* **What the task requires**
In the records below, the line with "flex:1; height:80px; border-radius:21px;" opens the range and the line with "<b><i></i>四季路</b>" closes it; print that range exactly and nothing else.

------ Supplied entries ------

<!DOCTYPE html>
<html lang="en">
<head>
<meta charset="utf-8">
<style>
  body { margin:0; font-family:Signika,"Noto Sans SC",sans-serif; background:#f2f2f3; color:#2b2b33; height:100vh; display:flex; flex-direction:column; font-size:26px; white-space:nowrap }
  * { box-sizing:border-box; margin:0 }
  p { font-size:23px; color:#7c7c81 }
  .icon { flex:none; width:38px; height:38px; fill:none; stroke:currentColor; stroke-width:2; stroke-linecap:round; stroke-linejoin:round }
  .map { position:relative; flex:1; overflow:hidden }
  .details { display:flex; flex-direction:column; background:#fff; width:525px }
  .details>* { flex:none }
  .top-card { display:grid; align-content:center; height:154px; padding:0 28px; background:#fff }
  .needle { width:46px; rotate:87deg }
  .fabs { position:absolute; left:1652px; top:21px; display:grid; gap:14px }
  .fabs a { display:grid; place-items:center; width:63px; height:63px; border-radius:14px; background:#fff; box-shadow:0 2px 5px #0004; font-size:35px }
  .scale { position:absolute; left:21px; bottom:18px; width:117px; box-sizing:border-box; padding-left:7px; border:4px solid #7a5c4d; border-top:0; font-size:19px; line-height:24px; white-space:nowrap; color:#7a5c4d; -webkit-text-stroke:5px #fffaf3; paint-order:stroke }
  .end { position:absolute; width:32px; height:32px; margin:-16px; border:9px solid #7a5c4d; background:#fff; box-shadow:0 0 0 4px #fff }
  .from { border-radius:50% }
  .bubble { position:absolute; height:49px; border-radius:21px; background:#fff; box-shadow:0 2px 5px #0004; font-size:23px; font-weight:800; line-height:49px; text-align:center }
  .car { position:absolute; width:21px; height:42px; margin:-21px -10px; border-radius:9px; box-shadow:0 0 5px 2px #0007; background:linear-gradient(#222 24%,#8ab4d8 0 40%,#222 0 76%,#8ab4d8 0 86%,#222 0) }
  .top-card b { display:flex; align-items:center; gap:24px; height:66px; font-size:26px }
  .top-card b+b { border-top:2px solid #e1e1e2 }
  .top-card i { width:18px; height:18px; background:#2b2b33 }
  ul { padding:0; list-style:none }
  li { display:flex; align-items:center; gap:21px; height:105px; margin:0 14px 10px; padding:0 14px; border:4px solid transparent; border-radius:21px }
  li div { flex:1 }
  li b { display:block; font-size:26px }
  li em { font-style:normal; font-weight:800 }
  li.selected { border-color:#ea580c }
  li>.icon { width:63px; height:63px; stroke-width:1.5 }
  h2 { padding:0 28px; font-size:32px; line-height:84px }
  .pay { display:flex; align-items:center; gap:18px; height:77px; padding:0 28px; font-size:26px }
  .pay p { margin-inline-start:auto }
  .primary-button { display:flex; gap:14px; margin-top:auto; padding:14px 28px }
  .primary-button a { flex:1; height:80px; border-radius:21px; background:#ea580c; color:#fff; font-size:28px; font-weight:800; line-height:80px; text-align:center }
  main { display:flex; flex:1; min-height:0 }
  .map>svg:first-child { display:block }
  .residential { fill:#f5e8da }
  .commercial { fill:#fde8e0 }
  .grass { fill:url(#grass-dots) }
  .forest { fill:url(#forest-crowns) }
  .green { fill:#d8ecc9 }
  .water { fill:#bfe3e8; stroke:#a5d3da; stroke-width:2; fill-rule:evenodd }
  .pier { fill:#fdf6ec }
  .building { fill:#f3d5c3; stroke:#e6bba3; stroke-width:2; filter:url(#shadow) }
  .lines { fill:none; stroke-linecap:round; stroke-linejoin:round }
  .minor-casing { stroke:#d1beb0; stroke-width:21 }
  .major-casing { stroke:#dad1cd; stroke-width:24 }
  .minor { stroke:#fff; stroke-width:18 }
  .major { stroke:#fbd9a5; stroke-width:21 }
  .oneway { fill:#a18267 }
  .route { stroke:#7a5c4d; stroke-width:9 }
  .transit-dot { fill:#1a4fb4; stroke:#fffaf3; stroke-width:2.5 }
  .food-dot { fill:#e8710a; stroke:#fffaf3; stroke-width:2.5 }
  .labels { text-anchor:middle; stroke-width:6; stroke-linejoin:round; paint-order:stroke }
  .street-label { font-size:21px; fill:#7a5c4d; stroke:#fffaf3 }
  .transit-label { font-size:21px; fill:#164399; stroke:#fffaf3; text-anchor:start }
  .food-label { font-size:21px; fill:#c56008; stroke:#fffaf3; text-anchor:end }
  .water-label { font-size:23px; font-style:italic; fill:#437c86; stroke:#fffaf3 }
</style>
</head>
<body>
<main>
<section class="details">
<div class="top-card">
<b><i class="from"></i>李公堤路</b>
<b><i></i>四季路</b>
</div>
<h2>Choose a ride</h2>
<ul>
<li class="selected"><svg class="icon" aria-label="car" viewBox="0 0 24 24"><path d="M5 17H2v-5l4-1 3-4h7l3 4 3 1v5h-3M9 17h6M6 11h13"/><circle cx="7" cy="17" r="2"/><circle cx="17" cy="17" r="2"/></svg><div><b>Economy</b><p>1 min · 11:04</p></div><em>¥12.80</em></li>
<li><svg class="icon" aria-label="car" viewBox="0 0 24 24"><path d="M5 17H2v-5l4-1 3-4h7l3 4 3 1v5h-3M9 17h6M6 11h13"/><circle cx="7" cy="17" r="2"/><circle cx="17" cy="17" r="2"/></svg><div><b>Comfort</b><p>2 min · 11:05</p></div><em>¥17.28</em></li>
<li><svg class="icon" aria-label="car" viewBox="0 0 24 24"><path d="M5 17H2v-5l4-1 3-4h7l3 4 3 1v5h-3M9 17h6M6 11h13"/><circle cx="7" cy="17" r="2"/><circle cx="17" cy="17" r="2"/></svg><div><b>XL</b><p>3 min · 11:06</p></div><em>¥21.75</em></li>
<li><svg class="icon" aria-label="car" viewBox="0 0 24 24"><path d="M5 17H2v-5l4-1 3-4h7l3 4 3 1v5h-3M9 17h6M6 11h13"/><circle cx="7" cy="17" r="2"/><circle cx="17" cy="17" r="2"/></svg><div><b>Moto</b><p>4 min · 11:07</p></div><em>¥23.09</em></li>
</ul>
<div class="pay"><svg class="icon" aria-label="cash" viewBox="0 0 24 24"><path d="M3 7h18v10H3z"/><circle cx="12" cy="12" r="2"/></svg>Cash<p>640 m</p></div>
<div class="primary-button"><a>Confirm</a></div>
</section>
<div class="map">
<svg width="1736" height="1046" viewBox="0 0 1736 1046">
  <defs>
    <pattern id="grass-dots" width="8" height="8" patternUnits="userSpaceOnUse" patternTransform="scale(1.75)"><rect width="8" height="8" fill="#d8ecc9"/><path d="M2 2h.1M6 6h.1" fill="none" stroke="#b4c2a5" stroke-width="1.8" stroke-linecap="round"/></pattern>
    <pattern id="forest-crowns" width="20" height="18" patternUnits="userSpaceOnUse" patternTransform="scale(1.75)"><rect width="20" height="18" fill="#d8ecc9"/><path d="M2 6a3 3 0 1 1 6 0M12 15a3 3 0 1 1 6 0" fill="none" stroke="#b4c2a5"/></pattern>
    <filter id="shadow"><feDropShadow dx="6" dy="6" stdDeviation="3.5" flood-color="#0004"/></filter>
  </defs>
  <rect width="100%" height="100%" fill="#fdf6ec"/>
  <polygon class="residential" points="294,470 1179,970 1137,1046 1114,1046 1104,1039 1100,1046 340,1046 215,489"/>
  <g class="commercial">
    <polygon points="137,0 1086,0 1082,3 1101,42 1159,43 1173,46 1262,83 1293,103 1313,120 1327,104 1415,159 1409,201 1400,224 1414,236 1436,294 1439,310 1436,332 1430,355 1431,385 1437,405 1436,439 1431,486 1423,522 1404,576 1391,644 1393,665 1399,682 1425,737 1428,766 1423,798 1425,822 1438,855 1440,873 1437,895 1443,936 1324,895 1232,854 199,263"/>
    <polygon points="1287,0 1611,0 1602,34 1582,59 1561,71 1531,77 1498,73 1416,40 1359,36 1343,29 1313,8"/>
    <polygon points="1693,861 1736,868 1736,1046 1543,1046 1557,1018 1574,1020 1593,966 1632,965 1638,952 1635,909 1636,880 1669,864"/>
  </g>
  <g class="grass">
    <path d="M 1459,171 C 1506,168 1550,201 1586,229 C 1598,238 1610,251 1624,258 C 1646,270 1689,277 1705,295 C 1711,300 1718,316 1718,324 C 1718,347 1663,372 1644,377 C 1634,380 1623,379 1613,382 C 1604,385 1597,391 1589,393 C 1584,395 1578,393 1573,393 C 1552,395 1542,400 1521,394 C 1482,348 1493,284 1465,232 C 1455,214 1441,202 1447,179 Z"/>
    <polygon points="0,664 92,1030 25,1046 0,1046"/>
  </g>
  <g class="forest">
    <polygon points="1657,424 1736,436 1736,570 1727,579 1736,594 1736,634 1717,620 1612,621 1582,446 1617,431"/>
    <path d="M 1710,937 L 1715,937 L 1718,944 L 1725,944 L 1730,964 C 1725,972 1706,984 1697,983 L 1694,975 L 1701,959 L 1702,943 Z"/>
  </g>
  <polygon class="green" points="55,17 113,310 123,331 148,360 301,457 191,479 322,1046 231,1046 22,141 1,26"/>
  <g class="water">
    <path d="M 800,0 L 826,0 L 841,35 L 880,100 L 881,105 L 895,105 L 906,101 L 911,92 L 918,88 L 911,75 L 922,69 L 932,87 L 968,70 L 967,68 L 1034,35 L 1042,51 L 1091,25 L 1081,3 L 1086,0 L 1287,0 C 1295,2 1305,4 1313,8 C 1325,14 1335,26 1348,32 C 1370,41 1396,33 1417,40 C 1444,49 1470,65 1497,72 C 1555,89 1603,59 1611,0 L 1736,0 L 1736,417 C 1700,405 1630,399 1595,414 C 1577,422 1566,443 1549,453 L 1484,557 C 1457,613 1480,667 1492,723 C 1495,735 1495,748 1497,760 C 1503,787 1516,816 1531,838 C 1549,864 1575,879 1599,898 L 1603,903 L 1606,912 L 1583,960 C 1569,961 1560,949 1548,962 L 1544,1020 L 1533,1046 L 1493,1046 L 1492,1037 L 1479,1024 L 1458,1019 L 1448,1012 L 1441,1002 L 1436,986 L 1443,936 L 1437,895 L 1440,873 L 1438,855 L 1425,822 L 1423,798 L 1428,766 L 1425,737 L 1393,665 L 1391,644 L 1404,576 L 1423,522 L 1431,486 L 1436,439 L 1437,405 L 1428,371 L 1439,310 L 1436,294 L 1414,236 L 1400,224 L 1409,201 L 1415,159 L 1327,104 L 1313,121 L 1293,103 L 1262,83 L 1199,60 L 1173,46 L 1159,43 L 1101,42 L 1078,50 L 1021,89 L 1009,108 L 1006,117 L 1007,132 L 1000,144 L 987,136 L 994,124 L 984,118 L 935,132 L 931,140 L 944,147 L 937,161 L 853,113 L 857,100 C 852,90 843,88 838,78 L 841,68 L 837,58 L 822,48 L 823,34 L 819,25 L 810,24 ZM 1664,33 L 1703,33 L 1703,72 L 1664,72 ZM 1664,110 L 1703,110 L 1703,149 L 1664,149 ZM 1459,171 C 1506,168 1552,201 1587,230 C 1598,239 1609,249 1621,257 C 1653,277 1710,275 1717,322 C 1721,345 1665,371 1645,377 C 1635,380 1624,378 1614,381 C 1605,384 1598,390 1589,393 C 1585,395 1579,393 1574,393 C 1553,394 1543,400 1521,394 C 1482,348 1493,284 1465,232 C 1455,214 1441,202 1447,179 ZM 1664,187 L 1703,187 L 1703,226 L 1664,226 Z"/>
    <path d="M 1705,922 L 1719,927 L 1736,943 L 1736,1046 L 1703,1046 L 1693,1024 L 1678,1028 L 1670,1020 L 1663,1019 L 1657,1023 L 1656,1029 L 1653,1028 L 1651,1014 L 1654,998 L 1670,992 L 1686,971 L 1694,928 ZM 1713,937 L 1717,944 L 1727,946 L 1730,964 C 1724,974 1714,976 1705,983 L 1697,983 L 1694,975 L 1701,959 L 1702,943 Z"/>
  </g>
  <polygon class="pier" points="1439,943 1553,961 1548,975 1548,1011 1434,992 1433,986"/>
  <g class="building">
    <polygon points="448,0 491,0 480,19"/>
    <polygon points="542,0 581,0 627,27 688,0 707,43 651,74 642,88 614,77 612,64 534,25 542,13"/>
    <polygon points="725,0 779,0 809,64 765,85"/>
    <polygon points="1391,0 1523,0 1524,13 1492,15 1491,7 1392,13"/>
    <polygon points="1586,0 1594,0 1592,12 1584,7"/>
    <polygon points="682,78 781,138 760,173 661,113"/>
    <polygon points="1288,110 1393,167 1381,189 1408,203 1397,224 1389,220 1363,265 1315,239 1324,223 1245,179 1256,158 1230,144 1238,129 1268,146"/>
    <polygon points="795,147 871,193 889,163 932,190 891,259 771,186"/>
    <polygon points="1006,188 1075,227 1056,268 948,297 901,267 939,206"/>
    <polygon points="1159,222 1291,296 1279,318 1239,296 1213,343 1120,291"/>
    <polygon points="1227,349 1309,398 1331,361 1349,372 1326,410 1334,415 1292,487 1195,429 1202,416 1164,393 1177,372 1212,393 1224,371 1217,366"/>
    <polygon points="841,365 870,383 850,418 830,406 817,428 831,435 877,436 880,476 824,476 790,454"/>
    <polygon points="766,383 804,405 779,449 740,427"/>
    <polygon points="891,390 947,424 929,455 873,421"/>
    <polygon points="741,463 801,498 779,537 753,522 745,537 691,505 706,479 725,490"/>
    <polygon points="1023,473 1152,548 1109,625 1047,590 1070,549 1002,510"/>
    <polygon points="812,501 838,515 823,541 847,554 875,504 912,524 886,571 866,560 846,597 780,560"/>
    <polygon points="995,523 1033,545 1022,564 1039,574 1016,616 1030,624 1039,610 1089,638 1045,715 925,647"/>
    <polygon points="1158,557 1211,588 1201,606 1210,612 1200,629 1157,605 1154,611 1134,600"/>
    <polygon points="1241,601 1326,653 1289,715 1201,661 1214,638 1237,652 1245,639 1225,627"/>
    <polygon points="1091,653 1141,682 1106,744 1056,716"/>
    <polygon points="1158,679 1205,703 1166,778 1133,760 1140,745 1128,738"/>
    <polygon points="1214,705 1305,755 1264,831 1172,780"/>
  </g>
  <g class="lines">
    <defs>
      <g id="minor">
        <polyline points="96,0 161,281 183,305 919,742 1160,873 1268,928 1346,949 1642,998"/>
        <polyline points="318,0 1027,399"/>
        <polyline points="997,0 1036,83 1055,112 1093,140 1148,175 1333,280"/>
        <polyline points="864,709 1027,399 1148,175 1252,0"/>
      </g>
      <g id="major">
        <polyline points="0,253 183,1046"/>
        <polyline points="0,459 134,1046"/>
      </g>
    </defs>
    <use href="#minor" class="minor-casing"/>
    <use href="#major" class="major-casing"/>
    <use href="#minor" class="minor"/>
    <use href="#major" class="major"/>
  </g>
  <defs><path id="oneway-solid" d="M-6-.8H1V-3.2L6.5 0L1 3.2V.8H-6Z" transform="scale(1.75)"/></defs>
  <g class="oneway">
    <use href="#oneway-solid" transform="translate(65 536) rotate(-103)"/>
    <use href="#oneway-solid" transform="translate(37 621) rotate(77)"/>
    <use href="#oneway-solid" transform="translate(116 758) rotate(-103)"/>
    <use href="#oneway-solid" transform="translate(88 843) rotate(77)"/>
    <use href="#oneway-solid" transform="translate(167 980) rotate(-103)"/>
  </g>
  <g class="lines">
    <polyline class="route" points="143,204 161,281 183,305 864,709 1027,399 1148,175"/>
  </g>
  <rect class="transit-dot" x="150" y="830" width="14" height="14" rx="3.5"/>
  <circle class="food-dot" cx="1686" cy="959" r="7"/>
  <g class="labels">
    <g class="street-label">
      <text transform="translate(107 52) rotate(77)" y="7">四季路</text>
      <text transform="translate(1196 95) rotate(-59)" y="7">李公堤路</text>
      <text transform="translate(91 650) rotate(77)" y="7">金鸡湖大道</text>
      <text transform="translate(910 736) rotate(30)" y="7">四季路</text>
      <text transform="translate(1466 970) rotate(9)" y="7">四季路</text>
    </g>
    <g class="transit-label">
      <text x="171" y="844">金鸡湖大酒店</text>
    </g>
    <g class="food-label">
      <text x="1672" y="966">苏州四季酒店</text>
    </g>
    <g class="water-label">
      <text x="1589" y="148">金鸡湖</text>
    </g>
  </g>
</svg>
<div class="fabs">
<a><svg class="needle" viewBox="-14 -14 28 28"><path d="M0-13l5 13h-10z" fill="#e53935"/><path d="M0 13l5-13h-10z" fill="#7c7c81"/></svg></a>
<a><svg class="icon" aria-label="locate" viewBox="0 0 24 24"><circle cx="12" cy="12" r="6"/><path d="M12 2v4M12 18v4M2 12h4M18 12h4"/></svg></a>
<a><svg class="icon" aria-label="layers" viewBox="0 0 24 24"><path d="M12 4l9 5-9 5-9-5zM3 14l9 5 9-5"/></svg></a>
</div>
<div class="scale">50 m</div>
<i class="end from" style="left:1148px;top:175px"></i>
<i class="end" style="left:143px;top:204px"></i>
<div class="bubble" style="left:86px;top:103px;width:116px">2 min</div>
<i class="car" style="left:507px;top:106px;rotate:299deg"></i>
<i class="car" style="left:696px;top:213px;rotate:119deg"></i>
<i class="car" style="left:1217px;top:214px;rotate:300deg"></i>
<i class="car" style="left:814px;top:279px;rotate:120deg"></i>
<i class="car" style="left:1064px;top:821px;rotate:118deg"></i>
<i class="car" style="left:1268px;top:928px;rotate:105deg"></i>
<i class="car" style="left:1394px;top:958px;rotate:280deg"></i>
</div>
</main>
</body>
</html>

------
------ Supplied entries ------

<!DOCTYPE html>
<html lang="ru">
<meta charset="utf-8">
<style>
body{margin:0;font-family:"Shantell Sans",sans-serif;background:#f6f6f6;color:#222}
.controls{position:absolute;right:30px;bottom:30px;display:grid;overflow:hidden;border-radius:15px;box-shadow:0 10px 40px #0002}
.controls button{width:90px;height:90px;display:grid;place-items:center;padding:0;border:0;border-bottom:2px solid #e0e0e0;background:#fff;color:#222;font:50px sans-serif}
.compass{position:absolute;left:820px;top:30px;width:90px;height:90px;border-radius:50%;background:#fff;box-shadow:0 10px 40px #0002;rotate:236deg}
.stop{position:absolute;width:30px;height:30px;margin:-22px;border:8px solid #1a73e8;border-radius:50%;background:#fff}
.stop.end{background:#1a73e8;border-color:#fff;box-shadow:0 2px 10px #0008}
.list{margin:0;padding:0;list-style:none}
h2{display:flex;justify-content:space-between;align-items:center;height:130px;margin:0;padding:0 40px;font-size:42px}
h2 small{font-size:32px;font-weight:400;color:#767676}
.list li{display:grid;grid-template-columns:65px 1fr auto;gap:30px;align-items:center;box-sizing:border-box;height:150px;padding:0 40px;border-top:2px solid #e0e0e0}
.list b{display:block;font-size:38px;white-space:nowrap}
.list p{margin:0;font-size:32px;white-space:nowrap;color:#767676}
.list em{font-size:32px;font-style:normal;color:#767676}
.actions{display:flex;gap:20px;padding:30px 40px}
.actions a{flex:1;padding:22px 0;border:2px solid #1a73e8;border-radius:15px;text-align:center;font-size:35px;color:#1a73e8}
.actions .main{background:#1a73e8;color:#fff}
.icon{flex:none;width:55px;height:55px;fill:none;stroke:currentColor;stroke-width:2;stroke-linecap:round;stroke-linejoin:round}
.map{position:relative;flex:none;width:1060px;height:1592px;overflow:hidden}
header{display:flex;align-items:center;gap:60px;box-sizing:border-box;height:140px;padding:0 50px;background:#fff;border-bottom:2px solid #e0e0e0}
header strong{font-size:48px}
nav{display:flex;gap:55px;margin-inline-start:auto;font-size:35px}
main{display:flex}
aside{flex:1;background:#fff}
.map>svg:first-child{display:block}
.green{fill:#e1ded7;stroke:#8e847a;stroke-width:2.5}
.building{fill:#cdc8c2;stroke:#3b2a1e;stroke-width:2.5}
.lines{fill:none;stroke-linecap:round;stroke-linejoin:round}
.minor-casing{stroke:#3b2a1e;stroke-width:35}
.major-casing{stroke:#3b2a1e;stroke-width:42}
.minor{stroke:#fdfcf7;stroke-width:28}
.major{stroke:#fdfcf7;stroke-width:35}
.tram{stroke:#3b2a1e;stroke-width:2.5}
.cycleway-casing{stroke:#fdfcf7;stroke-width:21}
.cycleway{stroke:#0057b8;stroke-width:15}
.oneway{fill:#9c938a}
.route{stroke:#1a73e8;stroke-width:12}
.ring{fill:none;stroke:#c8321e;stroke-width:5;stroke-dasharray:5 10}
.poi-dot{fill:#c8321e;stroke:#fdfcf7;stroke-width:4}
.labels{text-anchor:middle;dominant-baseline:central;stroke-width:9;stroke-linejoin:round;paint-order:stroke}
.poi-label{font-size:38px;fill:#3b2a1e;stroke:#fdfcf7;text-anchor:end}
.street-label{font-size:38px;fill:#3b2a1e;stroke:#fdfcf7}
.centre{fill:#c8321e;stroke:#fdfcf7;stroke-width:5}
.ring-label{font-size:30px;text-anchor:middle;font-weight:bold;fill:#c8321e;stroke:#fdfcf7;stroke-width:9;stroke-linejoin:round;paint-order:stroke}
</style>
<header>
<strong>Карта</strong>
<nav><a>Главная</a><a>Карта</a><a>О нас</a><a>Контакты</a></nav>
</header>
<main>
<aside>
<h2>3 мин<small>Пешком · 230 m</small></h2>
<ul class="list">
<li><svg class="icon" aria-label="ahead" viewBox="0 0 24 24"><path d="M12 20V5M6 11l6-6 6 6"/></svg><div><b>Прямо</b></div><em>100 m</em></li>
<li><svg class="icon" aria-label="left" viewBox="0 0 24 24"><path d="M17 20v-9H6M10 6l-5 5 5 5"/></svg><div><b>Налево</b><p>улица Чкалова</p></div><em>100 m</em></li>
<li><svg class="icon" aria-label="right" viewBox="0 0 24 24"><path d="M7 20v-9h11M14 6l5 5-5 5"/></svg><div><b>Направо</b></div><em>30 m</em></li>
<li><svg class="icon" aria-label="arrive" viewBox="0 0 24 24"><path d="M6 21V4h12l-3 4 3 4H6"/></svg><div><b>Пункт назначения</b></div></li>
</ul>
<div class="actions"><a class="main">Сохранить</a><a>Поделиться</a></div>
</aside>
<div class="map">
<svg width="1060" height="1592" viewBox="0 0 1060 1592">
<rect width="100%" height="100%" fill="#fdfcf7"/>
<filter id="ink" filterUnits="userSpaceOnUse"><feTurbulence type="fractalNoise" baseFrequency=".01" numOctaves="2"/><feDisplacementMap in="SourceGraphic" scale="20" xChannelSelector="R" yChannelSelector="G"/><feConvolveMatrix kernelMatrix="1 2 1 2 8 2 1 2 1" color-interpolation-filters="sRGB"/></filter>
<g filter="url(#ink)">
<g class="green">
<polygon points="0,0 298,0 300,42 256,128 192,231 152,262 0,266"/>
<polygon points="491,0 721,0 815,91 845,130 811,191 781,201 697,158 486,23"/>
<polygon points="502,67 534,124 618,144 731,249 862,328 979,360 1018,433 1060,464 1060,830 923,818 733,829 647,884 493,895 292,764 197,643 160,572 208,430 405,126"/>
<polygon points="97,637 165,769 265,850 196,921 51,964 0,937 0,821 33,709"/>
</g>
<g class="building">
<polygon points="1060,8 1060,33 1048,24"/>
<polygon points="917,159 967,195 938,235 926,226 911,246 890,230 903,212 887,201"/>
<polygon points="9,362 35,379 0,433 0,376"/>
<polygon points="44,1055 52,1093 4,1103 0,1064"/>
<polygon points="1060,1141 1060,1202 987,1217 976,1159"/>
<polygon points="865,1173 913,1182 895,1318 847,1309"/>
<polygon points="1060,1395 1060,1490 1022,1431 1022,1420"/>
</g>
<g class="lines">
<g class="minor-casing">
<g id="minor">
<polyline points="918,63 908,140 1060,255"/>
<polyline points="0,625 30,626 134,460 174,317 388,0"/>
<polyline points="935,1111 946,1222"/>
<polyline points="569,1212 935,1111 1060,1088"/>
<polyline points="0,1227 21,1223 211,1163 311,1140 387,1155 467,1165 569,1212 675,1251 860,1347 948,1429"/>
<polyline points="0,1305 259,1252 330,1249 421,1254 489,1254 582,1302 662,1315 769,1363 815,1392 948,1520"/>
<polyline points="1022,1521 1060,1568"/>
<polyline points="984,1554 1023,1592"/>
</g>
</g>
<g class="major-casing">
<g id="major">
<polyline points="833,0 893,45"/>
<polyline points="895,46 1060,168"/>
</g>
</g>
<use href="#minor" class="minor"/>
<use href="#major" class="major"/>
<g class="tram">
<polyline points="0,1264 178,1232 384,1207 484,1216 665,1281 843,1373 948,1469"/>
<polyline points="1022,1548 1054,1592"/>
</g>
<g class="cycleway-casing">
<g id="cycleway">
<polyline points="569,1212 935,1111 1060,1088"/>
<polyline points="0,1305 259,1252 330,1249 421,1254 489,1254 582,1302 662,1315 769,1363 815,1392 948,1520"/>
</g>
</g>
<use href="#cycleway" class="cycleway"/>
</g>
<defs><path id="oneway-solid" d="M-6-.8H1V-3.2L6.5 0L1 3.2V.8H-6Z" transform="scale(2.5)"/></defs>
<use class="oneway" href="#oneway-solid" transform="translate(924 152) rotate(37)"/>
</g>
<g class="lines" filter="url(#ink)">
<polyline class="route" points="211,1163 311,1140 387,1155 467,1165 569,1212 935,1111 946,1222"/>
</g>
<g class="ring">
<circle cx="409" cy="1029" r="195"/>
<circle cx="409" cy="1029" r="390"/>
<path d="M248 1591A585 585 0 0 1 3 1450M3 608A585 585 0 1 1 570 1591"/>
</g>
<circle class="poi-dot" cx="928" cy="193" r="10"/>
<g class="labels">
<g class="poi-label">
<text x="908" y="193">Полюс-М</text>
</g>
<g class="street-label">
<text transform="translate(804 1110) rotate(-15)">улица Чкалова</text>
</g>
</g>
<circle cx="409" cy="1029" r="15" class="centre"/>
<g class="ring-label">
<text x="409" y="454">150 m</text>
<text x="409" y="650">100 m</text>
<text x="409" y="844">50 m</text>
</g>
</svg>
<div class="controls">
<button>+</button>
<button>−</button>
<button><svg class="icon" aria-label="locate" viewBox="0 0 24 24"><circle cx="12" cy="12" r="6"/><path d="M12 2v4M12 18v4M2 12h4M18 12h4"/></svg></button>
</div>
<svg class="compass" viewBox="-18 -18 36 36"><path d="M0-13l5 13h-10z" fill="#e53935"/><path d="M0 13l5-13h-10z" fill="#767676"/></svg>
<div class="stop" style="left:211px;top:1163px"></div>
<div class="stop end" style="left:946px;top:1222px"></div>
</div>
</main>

------

* **Problem solution**
  .primary-button a { flex:1; height:80px; border-radius:21px; background:#ea580c; color:#fff; font-size:28px; font-weight:800; line-height:80px; text-align:center }
  main { display:flex; flex:1; min-height:0 }
  .map>svg:first-child { display:block }
  .residential { fill:#f5e8da }
  .commercial { fill:#fde8e0 }
  .grass { fill:url(#grass-dots) }
  .forest { fill:url(#forest-crowns) }
  .green { fill:#d8ecc9 }
  .water { fill:#bfe3e8; stroke:#a5d3da; stroke-width:2; fill-rule:evenodd }
  .pier { fill:#fdf6ec }
  .building { fill:#f3d5c3; stroke:#e6bba3; stroke-width:2; filter:url(#shadow) }
  .lines { fill:none; stroke-linecap:round; stroke-linejoin:round }
  .minor-casing { stroke:#d1beb0; stroke-width:21 }
  .major-casing { stroke:#dad1cd; stroke-width:24 }
  .minor { stroke:#fff; stroke-width:18 }
  .major { stroke:#fbd9a5; stroke-width:21 }
  .oneway { fill:#a18267 }
  .route { stroke:#7a5c4d; stroke-width:9 }
  .transit-dot { fill:#1a4fb4; stroke:#fffaf3; stroke-width:2.5 }
  .food-dot { fill:#e8710a; stroke:#fffaf3; stroke-width:2.5 }
  .labels { text-anchor:middle; stroke-width:6; stroke-linejoin:round; paint-order:stroke }
  .street-label { font-size:21px; fill:#7a5c4d; stroke:#fffaf3 }
  .transit-label { font-size:21px; fill:#164399; stroke:#fffaf3; text-anchor:start }
  .food-label { font-size:21px; fill:#c56008; stroke:#fffaf3; text-anchor:end }
  .water-label { font-size:23px; font-style:italic; fill:#437c86; stroke:#fffaf3 }
</style>
</head>
<body>
<main>
<section class="details">
<div class="top-card">
<b><i class="from"></i>李公堤路</b>
<b><i></i>四季路</b>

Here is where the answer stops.